• _WORK INSTRUCTION_:
Go through the data below and return each line containing the word "position".

• _PROVIDED RECORDS_:
---

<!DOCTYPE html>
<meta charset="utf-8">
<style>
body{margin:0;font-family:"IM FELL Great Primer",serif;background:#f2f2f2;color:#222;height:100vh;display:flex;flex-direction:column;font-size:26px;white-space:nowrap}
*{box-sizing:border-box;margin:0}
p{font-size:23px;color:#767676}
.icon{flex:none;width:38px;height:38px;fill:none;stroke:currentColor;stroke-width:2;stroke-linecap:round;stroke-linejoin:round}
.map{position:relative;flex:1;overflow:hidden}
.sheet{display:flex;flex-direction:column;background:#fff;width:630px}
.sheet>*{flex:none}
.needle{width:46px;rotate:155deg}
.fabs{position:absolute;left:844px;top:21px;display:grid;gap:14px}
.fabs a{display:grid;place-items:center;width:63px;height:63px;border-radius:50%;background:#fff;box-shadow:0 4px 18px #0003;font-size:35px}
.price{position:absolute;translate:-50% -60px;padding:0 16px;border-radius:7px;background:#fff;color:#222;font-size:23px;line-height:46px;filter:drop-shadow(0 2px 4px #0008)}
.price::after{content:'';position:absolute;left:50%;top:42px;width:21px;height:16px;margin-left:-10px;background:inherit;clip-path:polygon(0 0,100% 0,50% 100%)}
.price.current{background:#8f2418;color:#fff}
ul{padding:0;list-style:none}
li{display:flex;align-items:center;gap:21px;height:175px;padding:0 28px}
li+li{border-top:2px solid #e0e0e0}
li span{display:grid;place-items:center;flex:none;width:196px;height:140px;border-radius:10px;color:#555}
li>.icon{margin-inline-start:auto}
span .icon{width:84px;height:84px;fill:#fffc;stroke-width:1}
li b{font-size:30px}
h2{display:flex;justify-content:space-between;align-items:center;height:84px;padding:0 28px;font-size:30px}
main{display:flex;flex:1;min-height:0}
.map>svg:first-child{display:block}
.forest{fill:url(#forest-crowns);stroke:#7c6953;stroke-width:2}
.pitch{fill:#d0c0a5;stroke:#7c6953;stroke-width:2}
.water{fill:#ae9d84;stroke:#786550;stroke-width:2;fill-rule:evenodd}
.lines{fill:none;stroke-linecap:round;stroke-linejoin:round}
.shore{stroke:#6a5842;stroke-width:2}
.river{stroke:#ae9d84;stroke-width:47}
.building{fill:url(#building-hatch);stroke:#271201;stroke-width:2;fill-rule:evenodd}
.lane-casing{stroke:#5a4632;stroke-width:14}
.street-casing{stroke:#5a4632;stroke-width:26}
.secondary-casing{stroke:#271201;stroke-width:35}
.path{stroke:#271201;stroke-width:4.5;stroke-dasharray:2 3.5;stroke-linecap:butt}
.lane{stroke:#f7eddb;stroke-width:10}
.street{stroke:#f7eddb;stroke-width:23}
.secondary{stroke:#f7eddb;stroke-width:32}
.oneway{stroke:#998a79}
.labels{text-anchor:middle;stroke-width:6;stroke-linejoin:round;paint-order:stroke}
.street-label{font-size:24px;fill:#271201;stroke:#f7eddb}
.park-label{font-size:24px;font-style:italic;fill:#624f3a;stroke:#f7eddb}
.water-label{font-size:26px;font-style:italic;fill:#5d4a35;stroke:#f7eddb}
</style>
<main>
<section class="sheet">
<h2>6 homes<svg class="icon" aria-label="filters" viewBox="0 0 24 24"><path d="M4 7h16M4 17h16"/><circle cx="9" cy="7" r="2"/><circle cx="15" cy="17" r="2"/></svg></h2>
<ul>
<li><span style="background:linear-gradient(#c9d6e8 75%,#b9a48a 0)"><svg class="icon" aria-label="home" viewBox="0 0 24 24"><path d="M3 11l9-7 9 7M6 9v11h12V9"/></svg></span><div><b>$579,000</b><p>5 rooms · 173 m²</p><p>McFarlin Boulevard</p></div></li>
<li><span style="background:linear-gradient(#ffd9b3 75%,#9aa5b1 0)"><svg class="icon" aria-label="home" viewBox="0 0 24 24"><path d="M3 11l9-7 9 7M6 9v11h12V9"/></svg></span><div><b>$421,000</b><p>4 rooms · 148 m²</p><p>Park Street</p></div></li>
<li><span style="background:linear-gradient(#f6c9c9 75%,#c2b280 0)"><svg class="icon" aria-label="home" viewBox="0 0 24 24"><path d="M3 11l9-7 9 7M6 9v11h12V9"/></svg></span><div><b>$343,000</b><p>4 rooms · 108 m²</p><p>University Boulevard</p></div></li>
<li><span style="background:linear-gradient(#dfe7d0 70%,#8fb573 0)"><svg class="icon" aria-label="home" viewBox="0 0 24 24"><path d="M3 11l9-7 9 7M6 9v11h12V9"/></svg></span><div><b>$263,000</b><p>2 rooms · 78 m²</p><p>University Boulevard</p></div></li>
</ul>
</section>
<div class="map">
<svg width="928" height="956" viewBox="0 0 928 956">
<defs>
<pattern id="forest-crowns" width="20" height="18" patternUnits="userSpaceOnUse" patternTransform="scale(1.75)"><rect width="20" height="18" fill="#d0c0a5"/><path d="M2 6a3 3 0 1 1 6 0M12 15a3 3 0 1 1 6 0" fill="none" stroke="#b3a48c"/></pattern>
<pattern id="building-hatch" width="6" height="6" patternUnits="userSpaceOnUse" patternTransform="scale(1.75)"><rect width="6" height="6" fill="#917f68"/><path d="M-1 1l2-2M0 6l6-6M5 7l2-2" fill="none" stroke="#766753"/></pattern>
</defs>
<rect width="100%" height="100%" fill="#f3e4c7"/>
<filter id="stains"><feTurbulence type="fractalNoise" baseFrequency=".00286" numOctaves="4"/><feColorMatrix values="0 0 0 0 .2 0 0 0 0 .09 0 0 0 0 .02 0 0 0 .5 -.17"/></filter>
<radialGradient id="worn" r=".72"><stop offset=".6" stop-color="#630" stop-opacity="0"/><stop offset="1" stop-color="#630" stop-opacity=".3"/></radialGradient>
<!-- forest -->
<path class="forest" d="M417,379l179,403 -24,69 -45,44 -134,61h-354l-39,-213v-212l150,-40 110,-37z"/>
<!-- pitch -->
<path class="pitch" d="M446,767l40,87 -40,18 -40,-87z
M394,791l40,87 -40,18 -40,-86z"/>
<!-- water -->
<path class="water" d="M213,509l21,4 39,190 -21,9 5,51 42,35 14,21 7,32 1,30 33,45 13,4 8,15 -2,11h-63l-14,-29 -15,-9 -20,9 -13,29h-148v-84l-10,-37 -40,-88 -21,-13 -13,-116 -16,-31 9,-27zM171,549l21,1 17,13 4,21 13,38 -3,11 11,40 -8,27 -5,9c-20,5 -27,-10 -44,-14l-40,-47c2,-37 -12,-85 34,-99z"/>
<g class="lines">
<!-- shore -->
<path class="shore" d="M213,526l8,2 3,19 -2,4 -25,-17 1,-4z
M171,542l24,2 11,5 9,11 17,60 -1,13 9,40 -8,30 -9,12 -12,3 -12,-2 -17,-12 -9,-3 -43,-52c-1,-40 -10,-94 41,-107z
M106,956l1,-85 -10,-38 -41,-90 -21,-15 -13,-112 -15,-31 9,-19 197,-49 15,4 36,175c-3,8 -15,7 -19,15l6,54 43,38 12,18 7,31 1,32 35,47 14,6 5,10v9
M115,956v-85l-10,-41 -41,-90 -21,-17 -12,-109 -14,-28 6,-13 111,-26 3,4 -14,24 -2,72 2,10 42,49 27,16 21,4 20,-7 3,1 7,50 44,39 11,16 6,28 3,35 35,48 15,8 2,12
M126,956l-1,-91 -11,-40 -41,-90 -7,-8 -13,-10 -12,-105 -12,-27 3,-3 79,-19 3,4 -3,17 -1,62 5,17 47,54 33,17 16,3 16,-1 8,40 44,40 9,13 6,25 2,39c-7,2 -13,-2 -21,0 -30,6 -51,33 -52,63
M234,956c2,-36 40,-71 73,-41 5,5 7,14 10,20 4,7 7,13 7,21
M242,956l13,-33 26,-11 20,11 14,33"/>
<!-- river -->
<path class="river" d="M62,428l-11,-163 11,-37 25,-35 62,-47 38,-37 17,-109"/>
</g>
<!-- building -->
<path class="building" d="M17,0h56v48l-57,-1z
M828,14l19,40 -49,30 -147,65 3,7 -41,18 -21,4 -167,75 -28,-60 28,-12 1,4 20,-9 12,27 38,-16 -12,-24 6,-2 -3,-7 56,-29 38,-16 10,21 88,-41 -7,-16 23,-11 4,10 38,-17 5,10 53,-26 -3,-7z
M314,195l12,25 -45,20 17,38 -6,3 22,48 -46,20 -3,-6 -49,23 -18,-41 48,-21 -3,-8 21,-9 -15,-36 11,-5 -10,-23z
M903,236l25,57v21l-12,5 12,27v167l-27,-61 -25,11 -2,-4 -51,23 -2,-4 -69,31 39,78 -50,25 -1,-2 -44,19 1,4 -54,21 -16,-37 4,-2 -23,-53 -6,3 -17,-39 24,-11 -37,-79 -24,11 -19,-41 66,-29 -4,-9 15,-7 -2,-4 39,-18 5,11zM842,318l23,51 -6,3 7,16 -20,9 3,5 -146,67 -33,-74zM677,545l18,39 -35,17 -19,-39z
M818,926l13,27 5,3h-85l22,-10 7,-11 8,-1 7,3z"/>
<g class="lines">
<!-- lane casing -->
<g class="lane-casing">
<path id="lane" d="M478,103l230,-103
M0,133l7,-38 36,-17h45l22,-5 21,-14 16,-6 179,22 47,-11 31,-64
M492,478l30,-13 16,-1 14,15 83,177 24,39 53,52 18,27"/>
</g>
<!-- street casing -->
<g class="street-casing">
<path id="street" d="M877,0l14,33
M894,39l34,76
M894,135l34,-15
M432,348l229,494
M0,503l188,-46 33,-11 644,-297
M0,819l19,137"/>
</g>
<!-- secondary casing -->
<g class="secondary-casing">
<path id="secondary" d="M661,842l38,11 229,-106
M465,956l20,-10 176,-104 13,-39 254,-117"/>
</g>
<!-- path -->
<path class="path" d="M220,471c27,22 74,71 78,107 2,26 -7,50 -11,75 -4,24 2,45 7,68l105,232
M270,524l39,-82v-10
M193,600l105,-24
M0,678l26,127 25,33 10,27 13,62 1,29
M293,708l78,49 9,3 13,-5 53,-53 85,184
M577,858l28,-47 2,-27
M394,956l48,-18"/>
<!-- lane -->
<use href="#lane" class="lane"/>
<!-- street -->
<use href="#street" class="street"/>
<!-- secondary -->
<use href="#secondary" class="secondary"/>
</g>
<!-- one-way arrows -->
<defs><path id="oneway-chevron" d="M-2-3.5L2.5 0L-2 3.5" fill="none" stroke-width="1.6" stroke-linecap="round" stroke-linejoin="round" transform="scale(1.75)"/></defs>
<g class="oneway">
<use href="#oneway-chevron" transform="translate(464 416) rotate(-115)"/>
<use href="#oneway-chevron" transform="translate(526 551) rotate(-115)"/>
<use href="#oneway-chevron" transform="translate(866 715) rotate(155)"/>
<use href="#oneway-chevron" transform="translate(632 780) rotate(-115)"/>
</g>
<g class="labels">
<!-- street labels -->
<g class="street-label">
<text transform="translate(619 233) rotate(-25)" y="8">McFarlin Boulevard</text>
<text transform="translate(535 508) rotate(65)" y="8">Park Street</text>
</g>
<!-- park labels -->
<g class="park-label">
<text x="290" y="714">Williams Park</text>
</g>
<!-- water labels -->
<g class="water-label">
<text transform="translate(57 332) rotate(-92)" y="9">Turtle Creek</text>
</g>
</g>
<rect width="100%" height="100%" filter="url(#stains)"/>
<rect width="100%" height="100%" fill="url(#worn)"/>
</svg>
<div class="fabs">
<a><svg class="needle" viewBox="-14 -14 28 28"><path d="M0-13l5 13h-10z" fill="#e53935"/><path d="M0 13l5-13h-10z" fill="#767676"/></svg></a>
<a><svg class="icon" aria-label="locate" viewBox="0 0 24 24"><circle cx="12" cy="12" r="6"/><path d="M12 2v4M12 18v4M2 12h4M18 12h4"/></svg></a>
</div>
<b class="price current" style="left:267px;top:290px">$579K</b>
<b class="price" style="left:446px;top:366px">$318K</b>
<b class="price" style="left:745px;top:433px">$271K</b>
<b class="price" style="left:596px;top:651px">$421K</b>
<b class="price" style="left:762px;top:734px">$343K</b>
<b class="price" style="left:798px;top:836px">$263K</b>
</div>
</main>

---

• _EXPECTED OUTPUT_:
.map{position:relative;flex:1;overflow:hidden}
.fabs{position:absolute;left:844px;top:21px;display:grid;gap:14px}
.price{position:absolute;translate:-50% -60px;padding:0 16px;border-radius:7px;background:#fff;color:#222;font-size:23px;line-height:46px;filter:drop-shadow(0 2px 4px #0008)}
.price::after{content:'';position:absolute;left:50%;top:42px;width:21px;height:16px;margin-left:-10px;background:inherit;clip-path:polygon(0 0,100% 0,50% 100%)}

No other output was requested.